The kelp shreds are cut short and small, the carrot shreds are thin and even, and the shiitake mushroom slices are thin and soft, making it easy for young children to eat and ensuring the amount of food they eat at each meal.
2. How are the kindergarten recipes made? When formulating the kindergarten recipes, the following principles should be followed: 1. The principle of adequate nutrition 2. The principle of scientific balanced diet 3. The principle of reasonable distribution of meal food 4.
Principles that take into account the physical and mental characteristics of young children.
1. Quality requirements for children’s diet (1) The nutritional content of food consumed by children should be stable and balanced.
The recommended daily standards for each person are: 1. Three meals and two meals for children should account for more than 90% of the average caloric supply; three meals and one meal for children should account for more than 80% of the average caloric supply; two meals and two meals and one meal for children should account for more than 80% of the average caloric supply.
80%.
2. Source protein accounts for 12% to 15% of heat, fat accounts for 25% to 30%, and carbohydrates account for 50% to 60%.
3. 50% of protein sources come from animal and legume proteins.
(2) Recipes will be changed every 12 weeks. Recipe requirements: 1. Develop recipes based on food expenses and market supply to ensure that they are not repeated within a week.
2. According to the complementary role of protein, make more use of soy foods.
3. Breakfast should be based on staple food, supplemented by high-quality protein.
There should be vegetables for both lunch and dinner, and more seasonal vegetables should be used.

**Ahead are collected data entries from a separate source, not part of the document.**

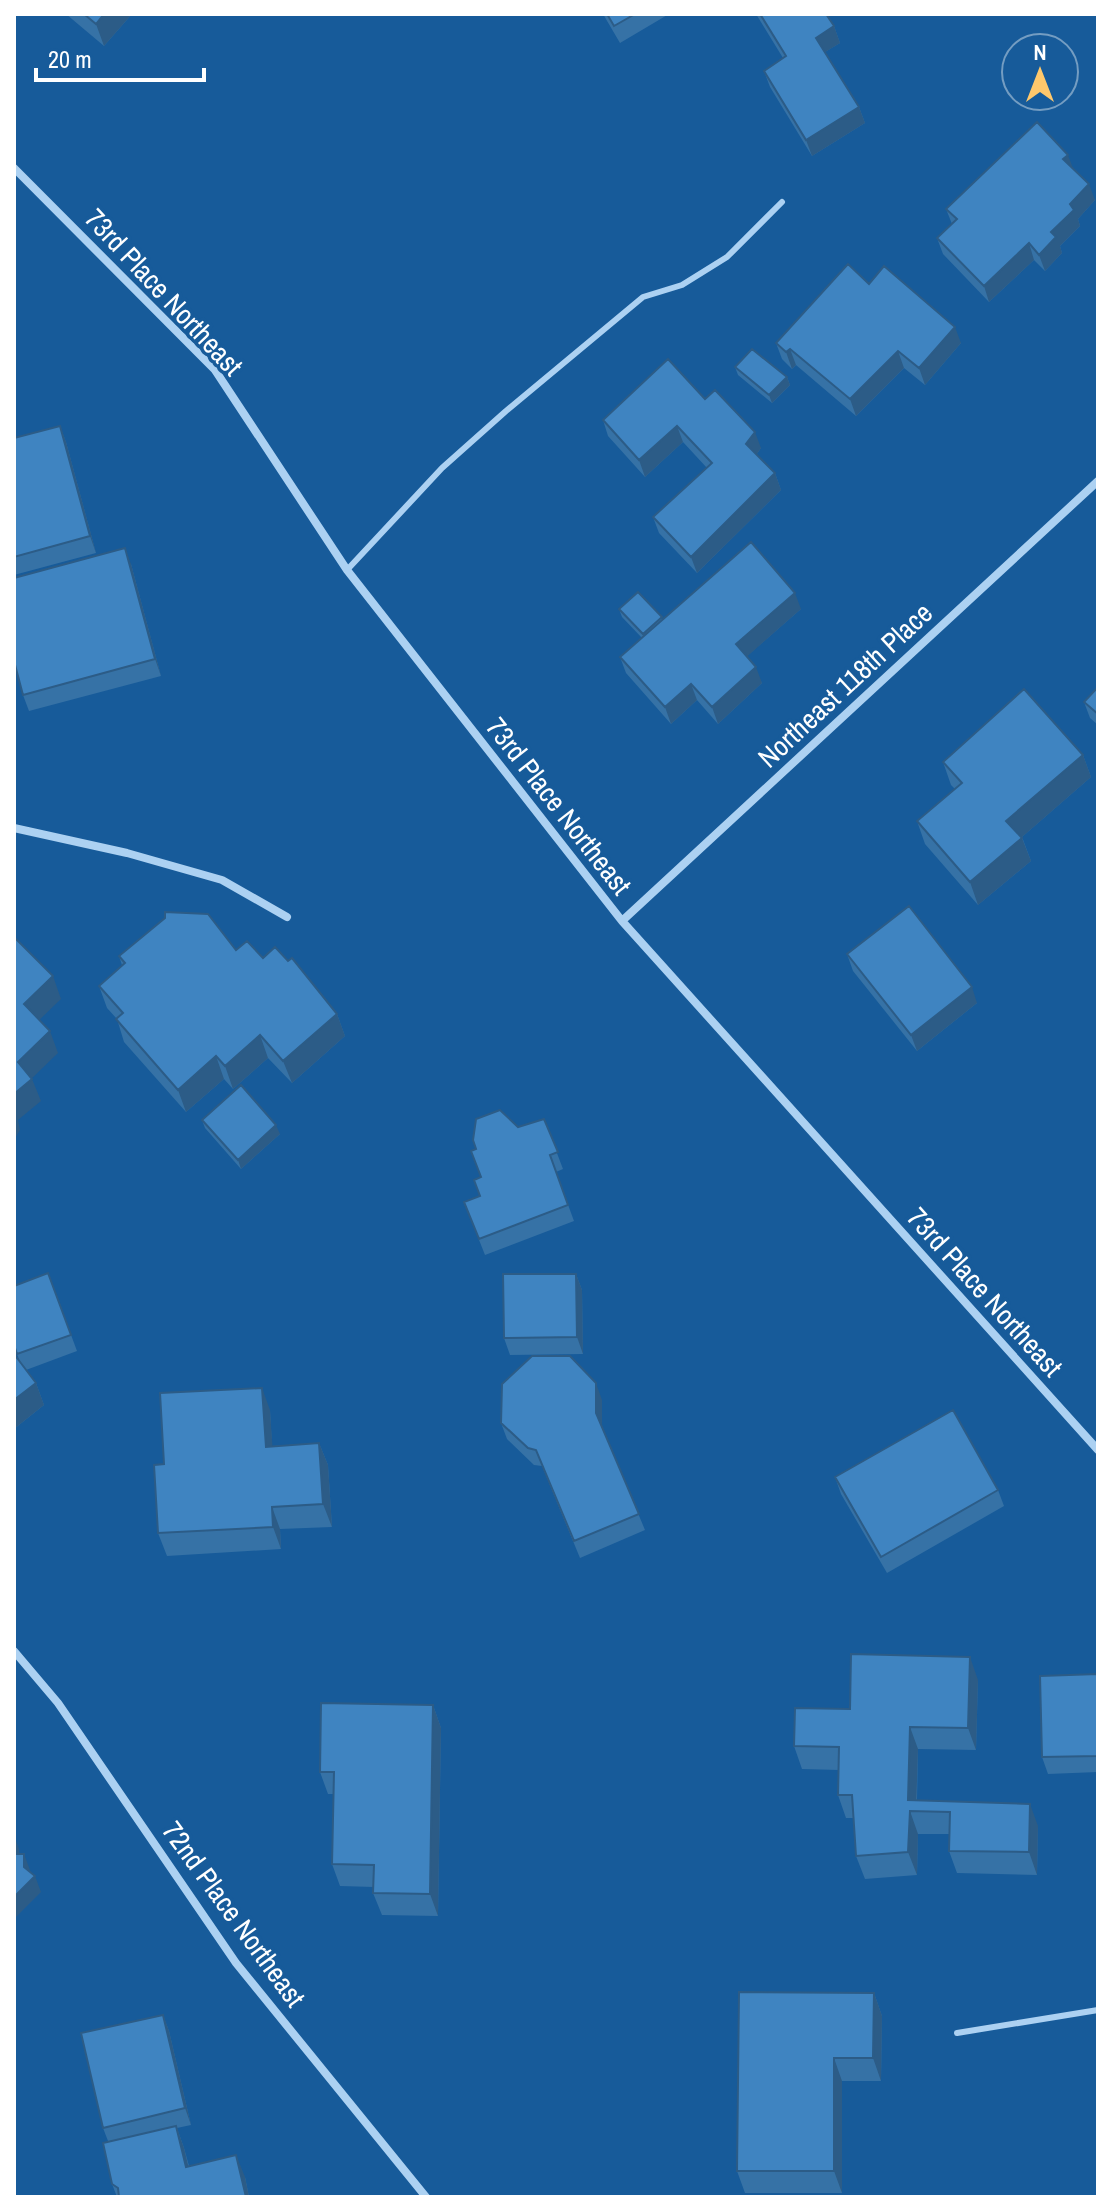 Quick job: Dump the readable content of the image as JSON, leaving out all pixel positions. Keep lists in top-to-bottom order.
{
  "streets": {
    "street": ["73rd Place Northeast", "Northeast 118th Place", "72nd Place Northeast"]
  },
  "crossings": [
    ["73rd Place Northeast", "Northeast 118th Place"]
  ],
  "scale_bar": "20 m",
  "north": "top"
} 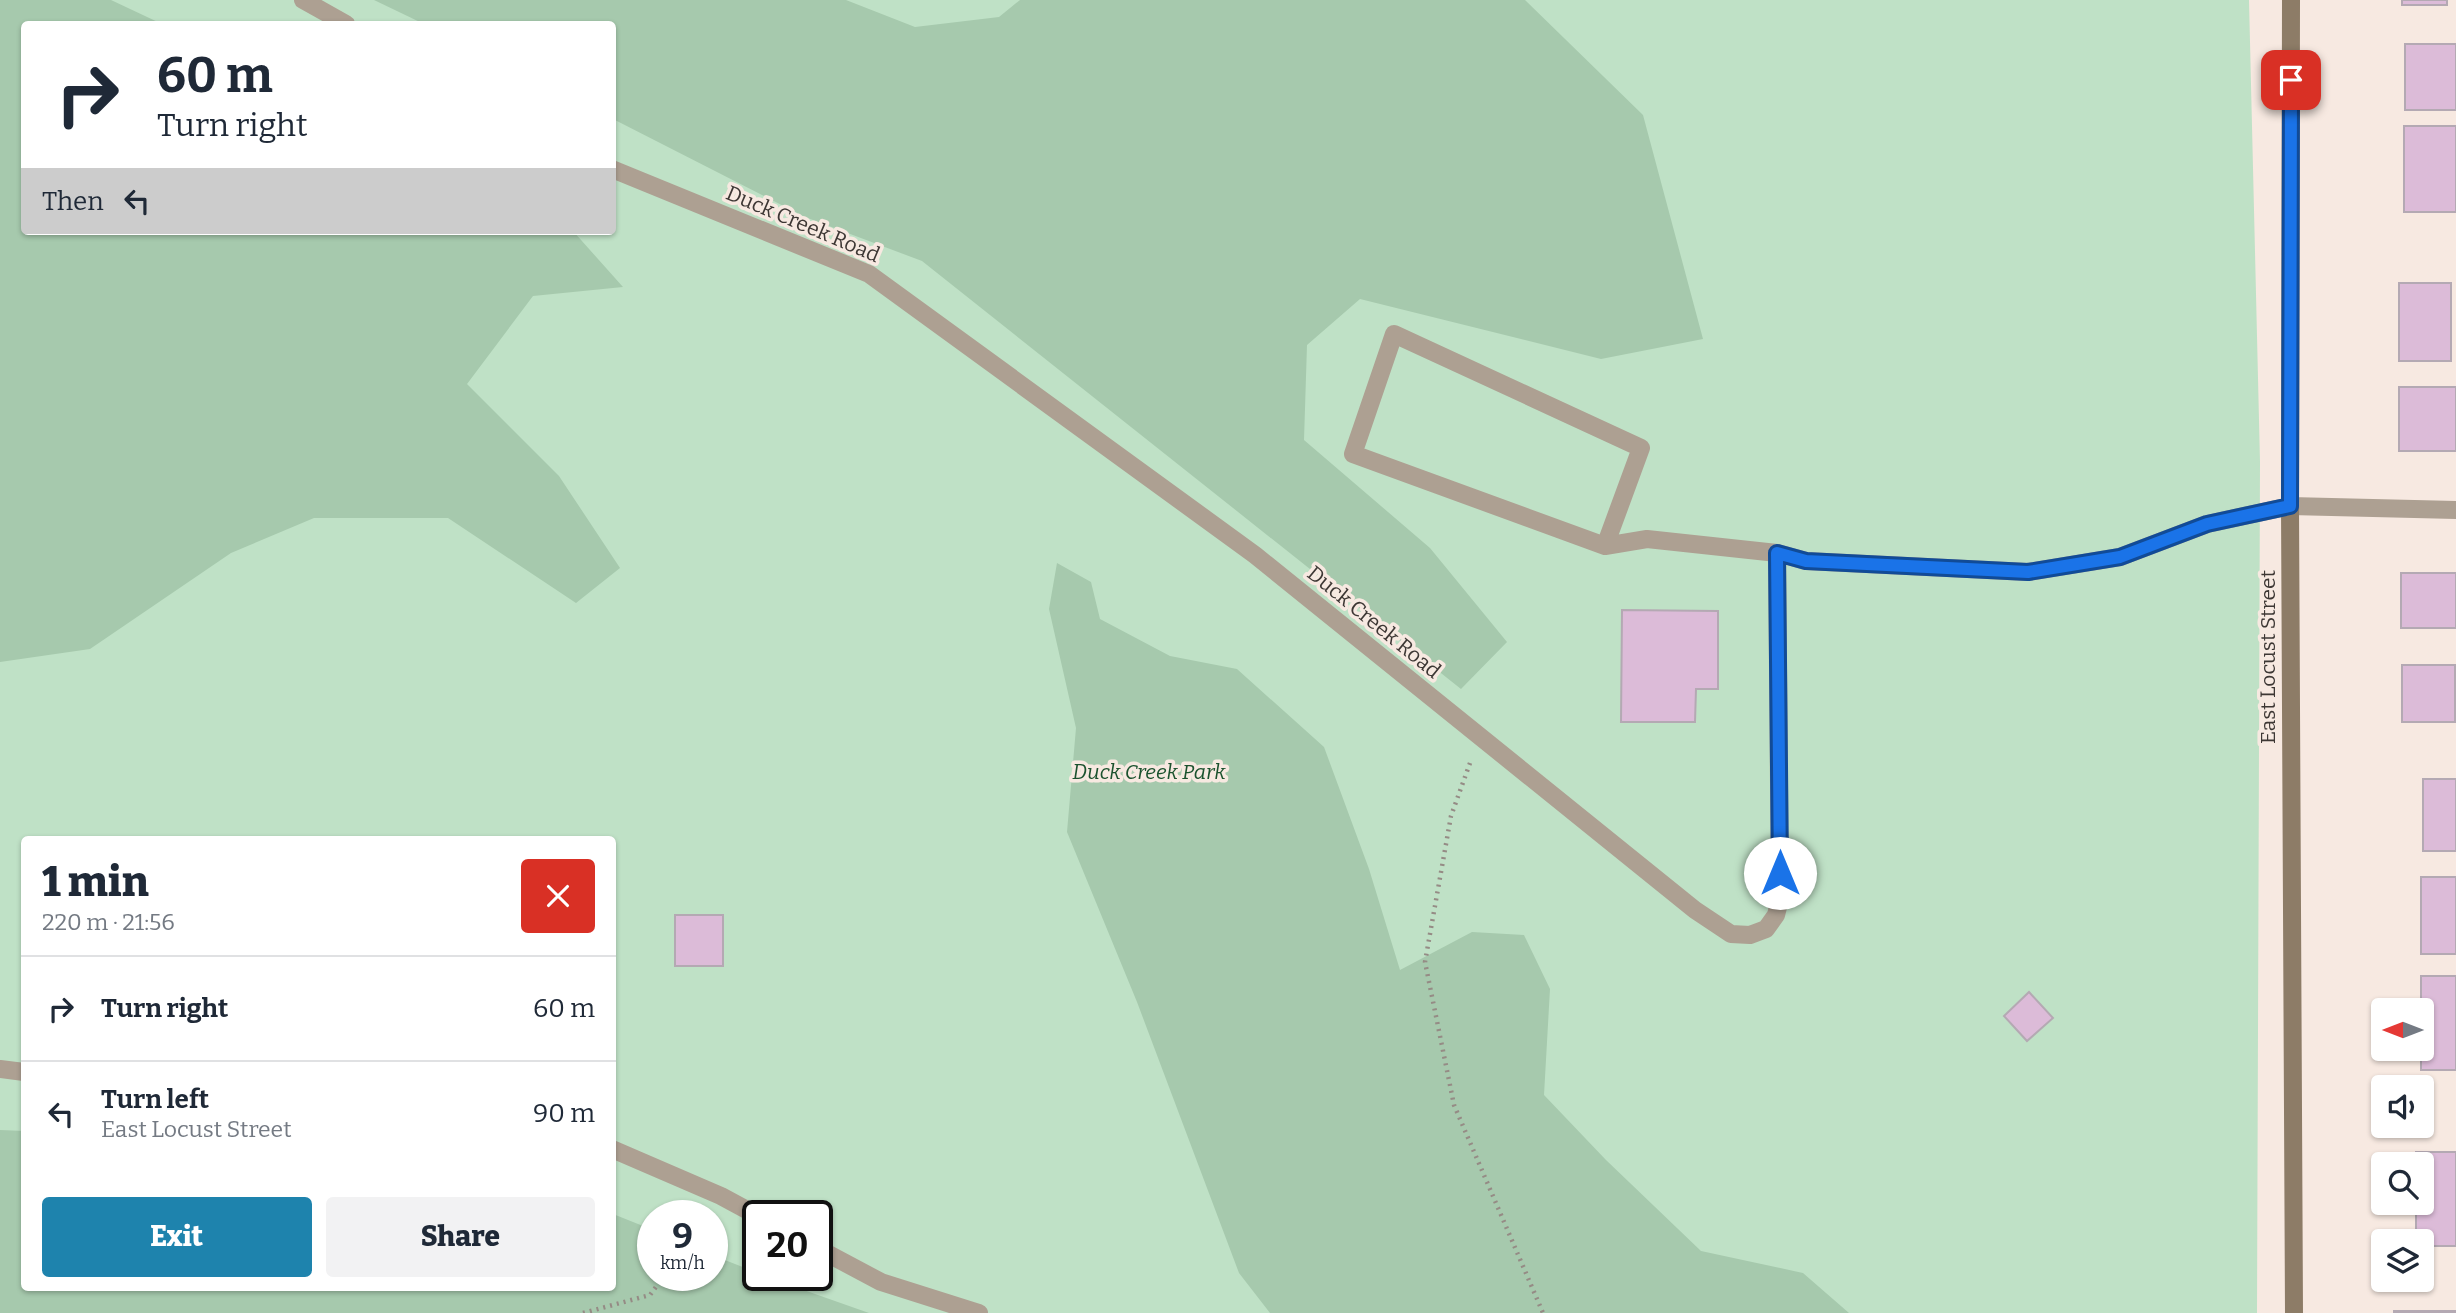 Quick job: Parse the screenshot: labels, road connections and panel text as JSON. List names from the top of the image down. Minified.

Aim for a certain amount of dark green or orange vegetables each day.
4. Energy distribution for each meal: 25% for breakfast, 35% for lunch, 10% for lunch, and 30% for dinner.
5. The diet preparation of children aged 1, 1-2 and 3-6 years old should be different.

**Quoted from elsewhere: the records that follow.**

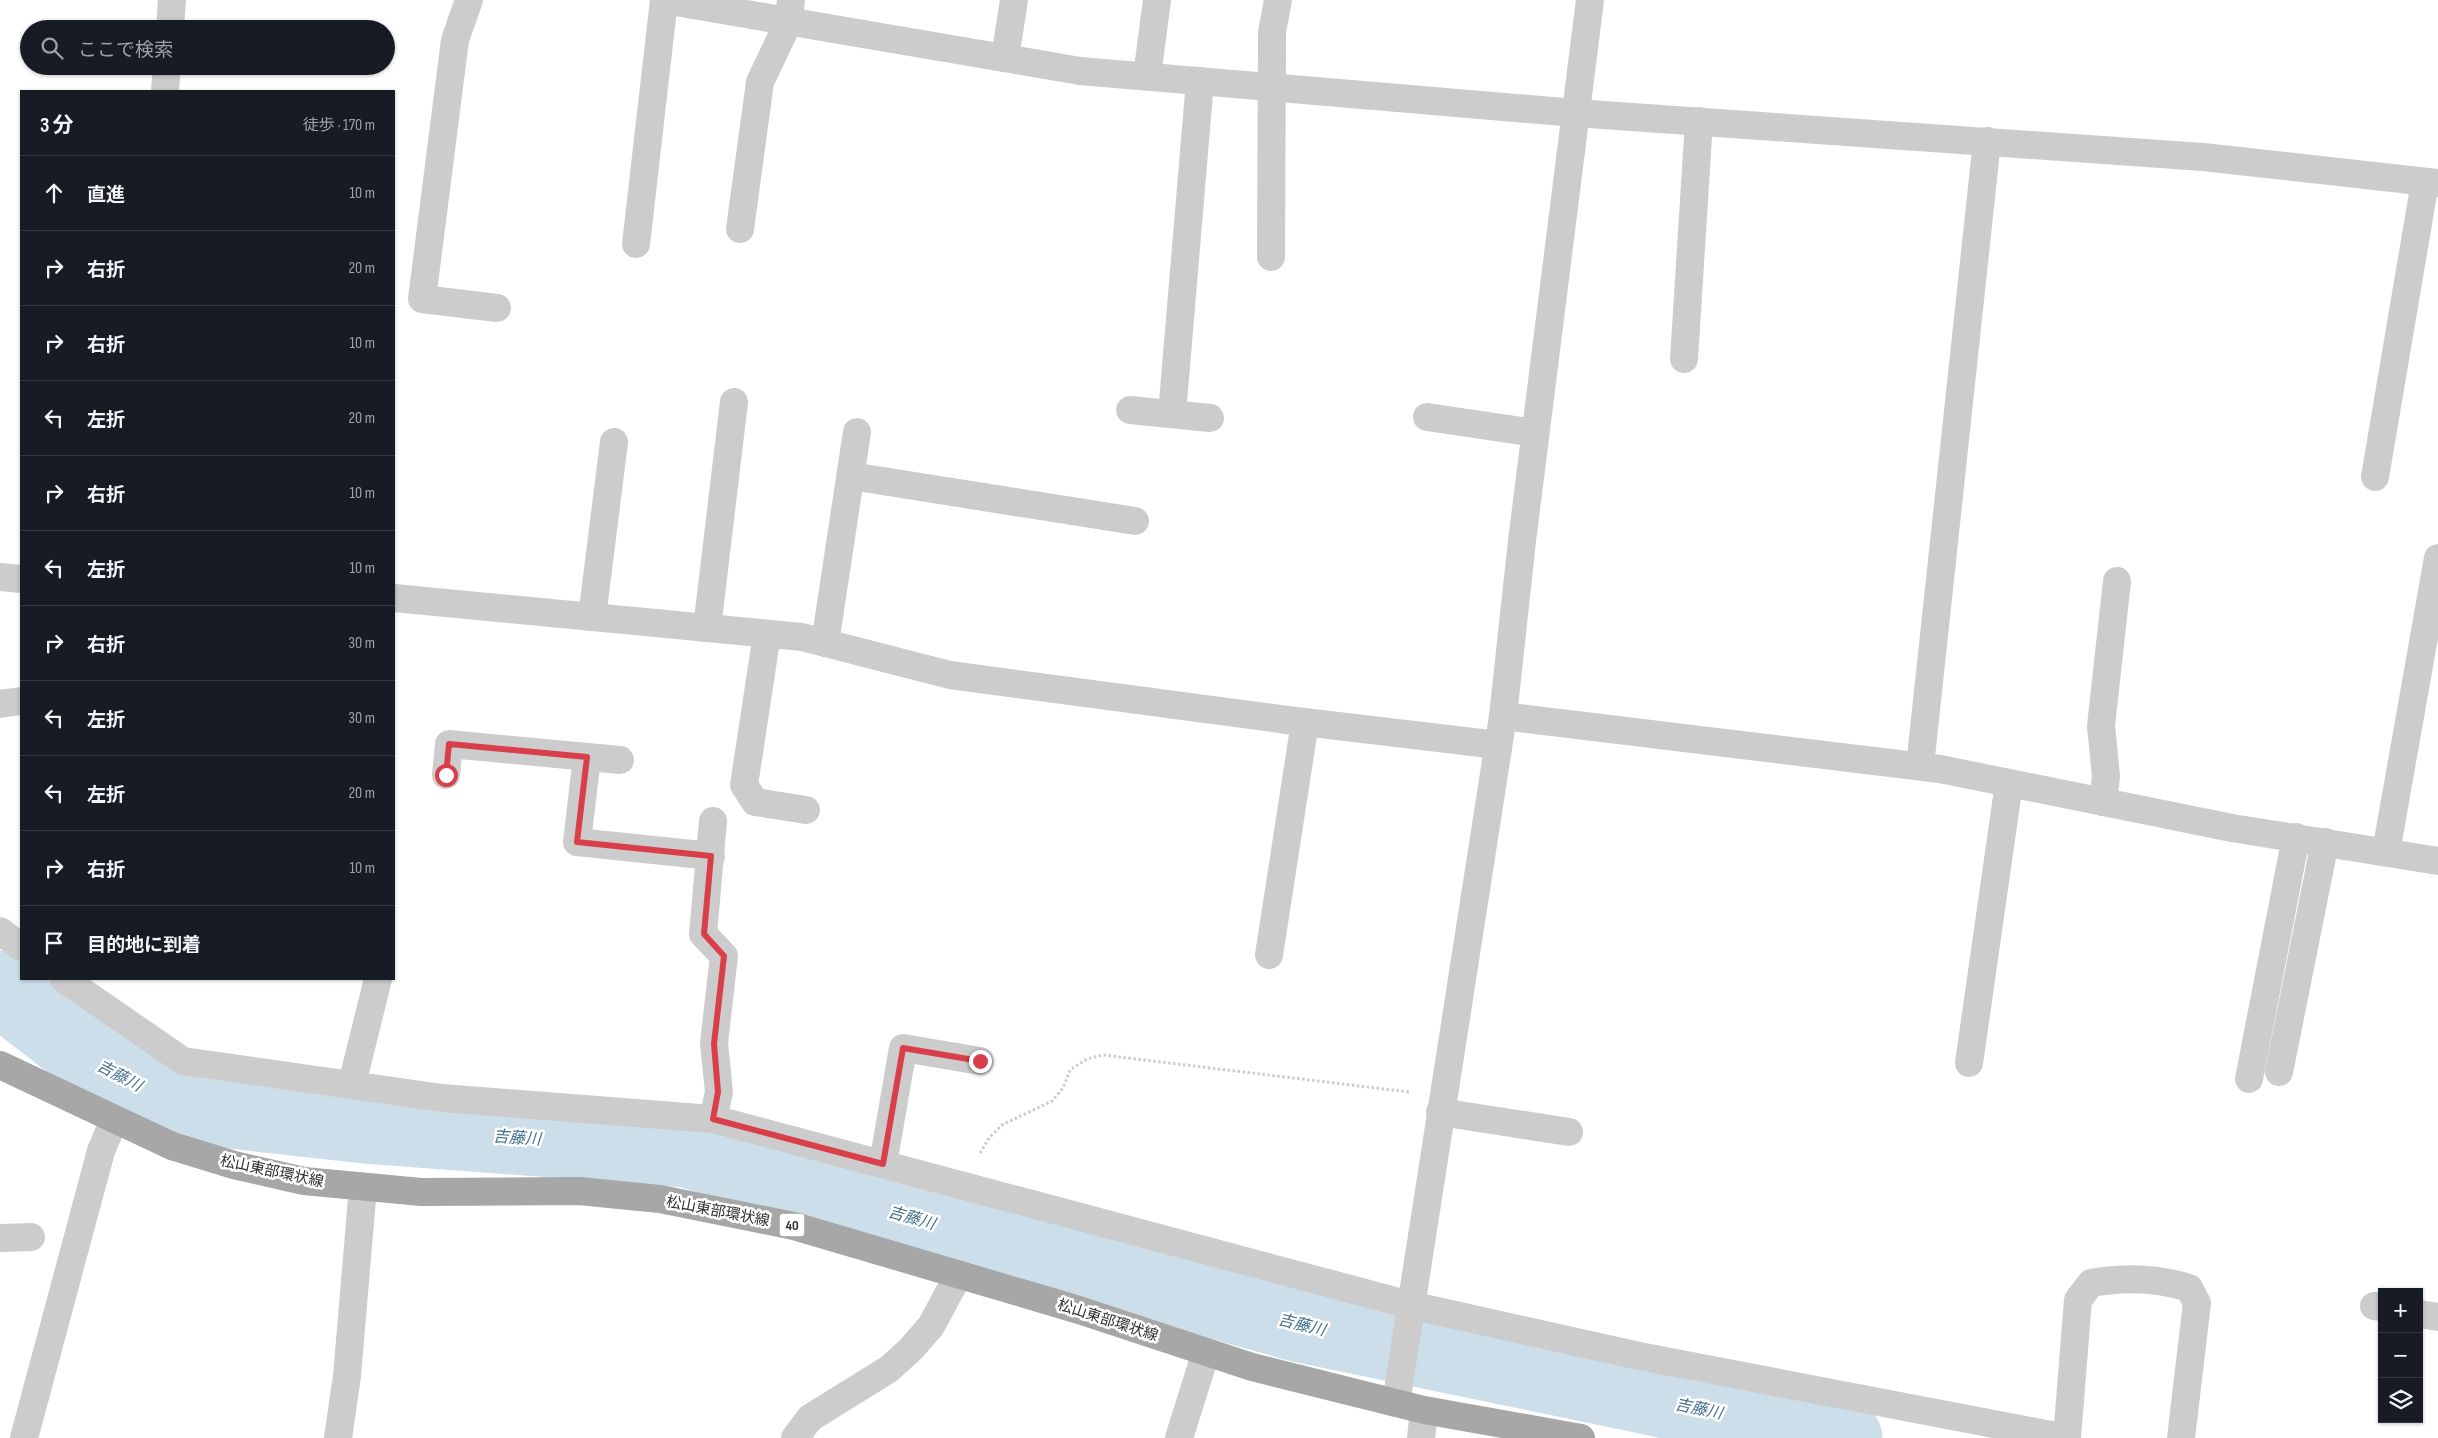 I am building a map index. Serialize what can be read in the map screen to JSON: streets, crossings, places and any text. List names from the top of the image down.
{
  "streets": {
    "main road": ["松山東部環状線", "40"]
  },
  "water": ["吉藤川"],
  "page": {
    "search": "ここで検索",
    "heading": ["3 分", "徒歩 · 170 m"],
    "list": [
      ["直進", "10 m"],
      ["右折", "20 m"],
      ["右折", "10 m"],
      ["左折", "20 m"],
      ["右折", "10 m"],
      ["左折", "10 m"],
      ["右折", "30 m"],
      ["左折", "30 m"],
      ["左折", "20 m"],
      ["右折", "10 m"],
      "目的地に到着"
    ],
    "map_buttons": ["+", "−"]
  }
}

2. Preparation method of kindergarten food recipes 1. Arrange food reasonably and have a balanced diet. According to the "Balanced Diet Guidelines for Chinese Residents", food is divided into five categories: cereals and potatoes, animal foods, beans and their products, vegetables and fruits, and pure energy foods.
, each person should choose 2 to 4 appropriate amounts of food from each type of food every day, combining meat and vegetables to form a reasonable meal.
According to the "Recommended Intake Table of Nutrients in Children's Daily Diet" recommended by the Chinese Nutrition Society in 2000 and the "Reference Food Amount for Children per Day" and "Food Composition Table" of "Maternal and Child Nutrition", food supply should be carried out reasonably.
Ensure the distribution of food sources of calories in the diet: 50% to 70% of cereals and potatoes, and 20% or more of legumes.
High-quality protein accounts for more than 50% of total protein.
Colored vegetables account for more than 50% of the daily vegetable supply.
The distribution of caloric nutrient sources in the recipe: protein 10% to 15%, fat 25% to 30%, and carbohydrates 50% to 60%.
The recommended intake of each type of food is an average value and proportion. The recipes should include each type of food in the table, and the amounts and proportions of each type of food should also be consistent.